The inclination of many of my readers will be to get angry at the AFA. Please don't. They're actually doing the world a favor by putting these frequently whispered but seldom spoken arguments out in plain view, where they can be unpacked and dismantled.

Argument #1: That same-sex marriage would destroy the institution of marriage.

Miniature grooms wedding cake topper
Anthony-Masterson/Photolibrary/Getty Images
Point by point:
  • The Scandinavian studies to which the article presumably refers are the work of right-wing author Stanley Kurtz, who attempted to prove that same-sex marriage decreased the rate of heterosexual marriage in Denmark, Norway, and Sweden. This work has been discredited; see the last paragraph on this page for a summary explaining why.
  • The often-quoted reference from Romans 1:29-32 omits the following verse, Romans 2:1, which reads "Therefore you have no excuse, whoever you are, when you judge others; for in passing judgment on another you condemn yourself, because you, the judge, are doing the very same things."
  • No credible study has ever found that children are negatively impacted by being raised in a lesbian or gay household.

Argument #2: That if same-sex marriage is legalized, polygamy will follow.

Even if this concern had a rational basis, a simpler solution to this problem would be to propose a constitutional amendment banning polygamy--which would be easily ratified--rather than fooling around with an anti-gay constitutional amendment that only one-third of Americans support.

Argument #3: That same-sex marriage would make heterosexual divorces too easy.

No, seriously.

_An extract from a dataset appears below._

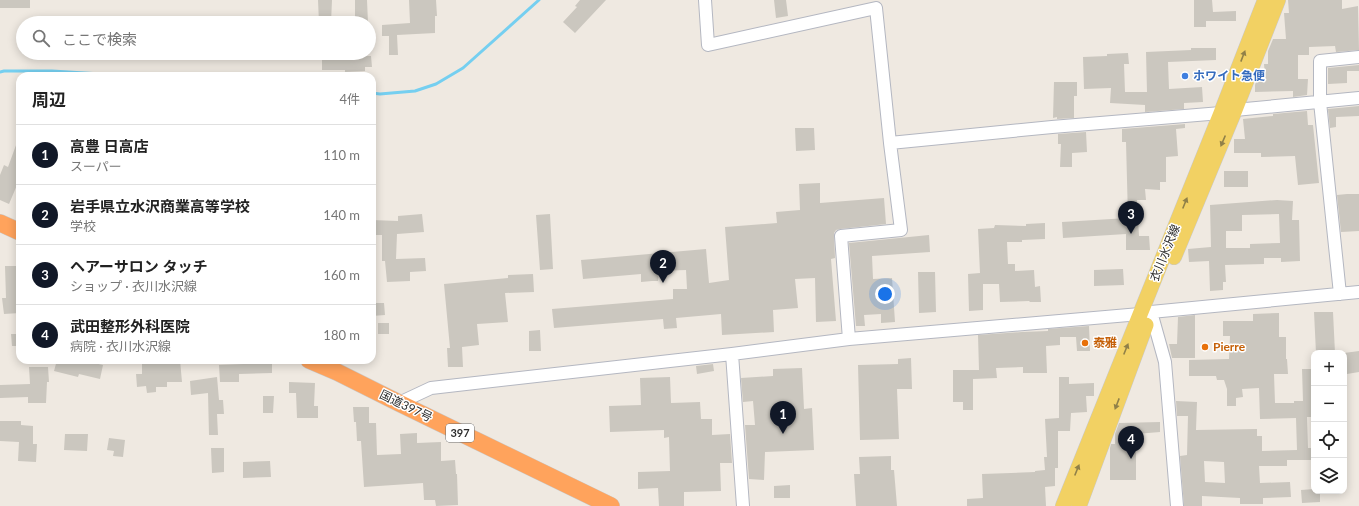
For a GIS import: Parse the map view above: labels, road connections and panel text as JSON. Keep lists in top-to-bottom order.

The article actually describes this as an "even greater objective of the homosexual movement" than the legalization of same-sex marriage proper. The article makes no real attempt to explain why this would happen, or how this would happen, but presumably one is expected to accept the statement at face value without giving any real thought to it.

Argument #4: That same-sex marriage would require schools to teach tolerance.

People who support same-sex marriage also tend to support tolerance education in public schools, but the former isn't essential to the latter. Just ask Governor Arnold Schwarzenegger, who vetoed a bill legalizing same-sex marriage and signed a bill enacting a gay-friendly public school tolerance curriculum in the same month.

Argument #5: That same-sex married couples would be able to adopt.

Again, this does not require same-sex marriage. California, Colorado, Connecticut, Illinois, New Jersey, New Mexico, and Oregon all specifically permit joint same-sex adoption, and most other states do not specifically prohibit it.

Argument #6: That foster parents would be required to pass sensitivity training.

I'm not clear on what possible relationship this would have with same-sex marriage. Again, some states may require such training and some states may not, but the presence or absence of legalized same-sex marriage has nothing to do with the issue.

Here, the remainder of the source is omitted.